Saved data entries
+---+
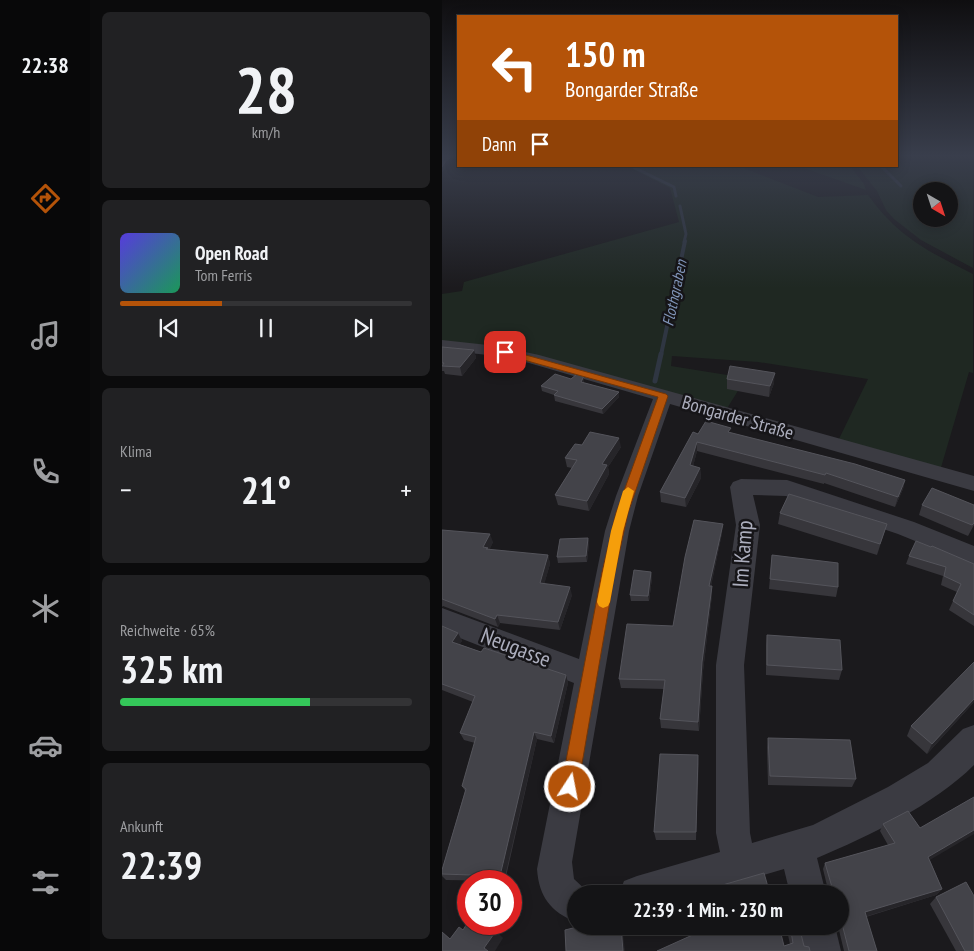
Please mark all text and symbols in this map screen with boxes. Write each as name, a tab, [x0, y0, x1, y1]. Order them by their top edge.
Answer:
text: 150 m	[565, 31, 646, 77]
icon: left	[482, 35, 547, 100]
text: 28	[235, 47, 297, 131]
text: 22:38	[21, 51, 69, 79]
text: Bongarder Straße	[565, 75, 698, 103]
text: km/h	[252, 122, 280, 142]
icon: arrive	[526, 130, 554, 158]
text: Dann	[482, 132, 516, 156]
icon: directions	[28, 181, 63, 216]
north arrow	[913, 182, 958, 228]
map controls	[913, 182, 958, 227]
text: Open Road	[195, 241, 268, 265]
water label: Flothgraben	[657, 257, 691, 328]
text: Tom Ferris	[195, 265, 252, 285]
icon: previous	[155, 314, 183, 342]
icon: pause	[252, 314, 280, 342]
icon: next	[349, 314, 377, 342]
icon: music	[28, 318, 63, 353]
pin	[484, 331, 526, 373]
icon: arrive	[491, 338, 519, 366]
street label: Bongarder Straße	[679, 390, 797, 444]
text: Klima	[120, 441, 152, 461]
icon: phone	[28, 454, 63, 489]
text: 21°	[241, 465, 291, 514]
text: −	[120, 471, 132, 508]
text: +	[400, 471, 412, 508]
street label: Im Kamp	[726, 520, 758, 588]
icon: climate	[28, 591, 63, 626]
text: Reichweite · 65%	[120, 620, 215, 640]
street label: Neugasse	[477, 621, 555, 673]
text: 325 km	[120, 644, 223, 693]
icon: car	[28, 728, 63, 763]
position arrow	[543, 760, 595, 812]
text: Ankunft	[120, 816, 163, 836]
text: 22:39	[120, 840, 202, 889]
icon: filters	[28, 865, 63, 900]
speed limit sign: 30	[457, 870, 522, 935]
text: 22:39 · 1 Min. · 230 m	[633, 898, 783, 922]

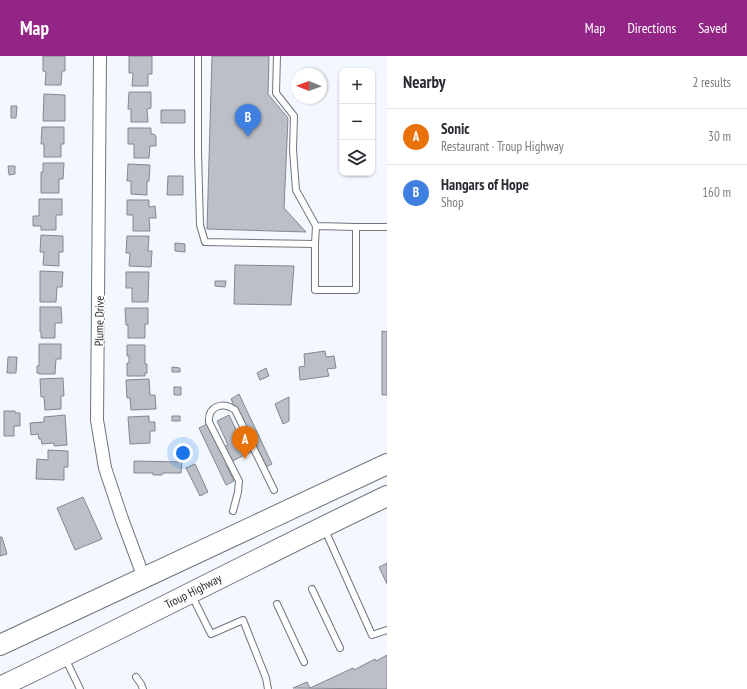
+---+
# [Problem requirements]
The lines needed are those in the data above that hold the string "Bongarder"; copy each of them.

# [Your solution]
text: Bongarder Straße	[565, 75, 698, 103]
street label: Bongarder Straße	[679, 390, 797, 444]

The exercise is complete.